> REQUIREMENT
Please repeat the data shown below, word for word.

(Records from a collection)
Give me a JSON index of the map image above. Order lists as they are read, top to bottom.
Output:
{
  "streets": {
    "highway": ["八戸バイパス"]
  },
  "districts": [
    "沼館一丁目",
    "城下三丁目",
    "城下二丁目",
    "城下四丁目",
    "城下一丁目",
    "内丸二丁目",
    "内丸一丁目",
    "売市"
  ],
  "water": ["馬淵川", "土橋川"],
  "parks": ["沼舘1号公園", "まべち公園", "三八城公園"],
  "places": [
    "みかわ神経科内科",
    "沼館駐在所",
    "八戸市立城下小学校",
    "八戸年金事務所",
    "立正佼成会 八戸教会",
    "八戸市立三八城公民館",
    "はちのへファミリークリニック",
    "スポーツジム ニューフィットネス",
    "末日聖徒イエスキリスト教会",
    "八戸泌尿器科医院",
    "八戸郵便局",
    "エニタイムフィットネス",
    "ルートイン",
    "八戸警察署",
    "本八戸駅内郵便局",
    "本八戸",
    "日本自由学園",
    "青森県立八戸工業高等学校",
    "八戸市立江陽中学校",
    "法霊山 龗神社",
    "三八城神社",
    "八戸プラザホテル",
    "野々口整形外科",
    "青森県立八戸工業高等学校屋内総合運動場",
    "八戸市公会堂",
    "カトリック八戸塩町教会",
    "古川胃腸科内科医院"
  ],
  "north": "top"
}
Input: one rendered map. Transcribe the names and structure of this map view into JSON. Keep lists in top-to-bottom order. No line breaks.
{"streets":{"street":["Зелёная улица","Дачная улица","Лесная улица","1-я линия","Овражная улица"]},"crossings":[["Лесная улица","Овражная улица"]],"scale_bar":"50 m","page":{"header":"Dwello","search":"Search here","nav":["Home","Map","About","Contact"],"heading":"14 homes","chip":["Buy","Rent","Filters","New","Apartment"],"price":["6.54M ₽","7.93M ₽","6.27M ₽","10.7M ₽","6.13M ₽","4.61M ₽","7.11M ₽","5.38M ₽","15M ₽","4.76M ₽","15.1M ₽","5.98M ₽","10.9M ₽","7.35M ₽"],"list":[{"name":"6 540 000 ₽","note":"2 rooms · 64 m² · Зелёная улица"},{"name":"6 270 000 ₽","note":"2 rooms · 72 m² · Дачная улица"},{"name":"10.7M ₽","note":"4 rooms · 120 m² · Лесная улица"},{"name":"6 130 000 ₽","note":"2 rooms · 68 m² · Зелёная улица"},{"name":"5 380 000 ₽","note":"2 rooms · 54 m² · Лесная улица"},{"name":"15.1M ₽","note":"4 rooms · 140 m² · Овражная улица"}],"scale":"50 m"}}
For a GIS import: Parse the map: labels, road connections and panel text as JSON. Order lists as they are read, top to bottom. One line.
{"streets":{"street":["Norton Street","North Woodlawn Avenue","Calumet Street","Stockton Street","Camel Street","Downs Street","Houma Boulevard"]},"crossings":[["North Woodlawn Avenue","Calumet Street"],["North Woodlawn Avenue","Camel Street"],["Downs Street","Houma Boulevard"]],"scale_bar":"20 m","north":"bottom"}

> TASK RESPONSE
Give me a JSON index of the map image above. Order lists as they are read, top to bottom.
Output:
{
  "streets": {
    "highway": ["八戸バイパス"]
  },
  "districts": [
    "沼館一丁目",
    "城下三丁目",
    "城下二丁目",
    "城下四丁目",
    "城下一丁目",
    "内丸二丁目",
    "内丸一丁目",
    "売市"
  ],
  "water": ["馬淵川", "土橋川"],
  "parks": ["沼舘1号公園", "まべち公園", "三八城公園"],
  "places": [
    "みかわ神経科内科",
    "沼館駐在所",
    "八戸市立城下小学校",
    "八戸年金事務所",
    "立正佼成会 八戸教会",
    "八戸市立三八城公民館",
    "はちのへファミリークリニック",
    "スポーツジム ニューフィットネス",
    "末日聖徒イエスキリスト教会",
    "八戸泌尿器科医院",
    "八戸郵便局",
    "エニタイムフィットネス",
    "ルートイン",
    "八戸警察署",
    "本八戸駅内郵便局",
    "本八戸",
    "日本自由学園",
    "青森県立八戸工業高等学校",
    "八戸市立江陽中学校",
    "法霊山 龗神社",
    "三八城神社",
    "八戸プラザホテル",
    "野々口整形外科",
    "青森県立八戸工業高等学校屋内総合運動場",
    "八戸市公会堂",
    "カトリック八戸塩町教会",
    "古川胃腸科内科医院"
  ],
  "north": "top"
}
Input: one rendered map. Transcribe the names and structure of this map view into JSON. Keep lists in top-to-bottom order. No line breaks.
{"streets":{"street":["Зелёная улица","Дачная улица","Лесная улица","1-я линия","Овражная улица"]},"crossings":[["Лесная улица","Овражная улица"]],"scale_bar":"50 m","page":{"header":"Dwello","search":"Search here","nav":["Home","Map","About","Contact"],"heading":"14 homes","chip":["Buy","Rent","Filters","New","Apartment"],"price":["6.54M ₽","7.93M ₽","6.27M ₽","10.7M ₽","6.13M ₽","4.61M ₽","7.11M ₽","5.38M ₽","15M ₽","4.76M ₽","15.1M ₽","5.98M ₽","10.9M ₽","7.35M ₽"],"list":[{"name":"6 540 000 ₽","note":"2 rooms · 64 m² · Зелёная улица"},{"name":"6 270 000 ₽","note":"2 rooms · 72 m² · Дачная улица"},{"name":"10.7M ₽","note":"4 rooms · 120 m² · Лесная улица"},{"name":"6 130 000 ₽","note":"2 rooms · 68 m² · Зелёная улица"},{"name":"5 380 000 ₽","note":"2 rooms · 54 m² · Лесная улица"},{"name":"15.1M ₽","note":"4 rooms · 140 m² · Овражная улица"}],"scale":"50 m"}}
For a GIS import: Parse the map: labels, road connections and panel text as JSON. Order lists as they are read, top to bottom. One line.
{"streets":{"street":["Norton Street","North Woodlawn Avenue","Calumet Street","Stockton Street","Camel Street","Downs Street","Houma Boulevard"]},"crossings":[["North Woodlawn Avenue","Calumet Street"],["North Woodlawn Avenue","Camel Street"],["Downs Street","Houma Boulevard"]],"scale_bar":"20 m","north":"bottom"}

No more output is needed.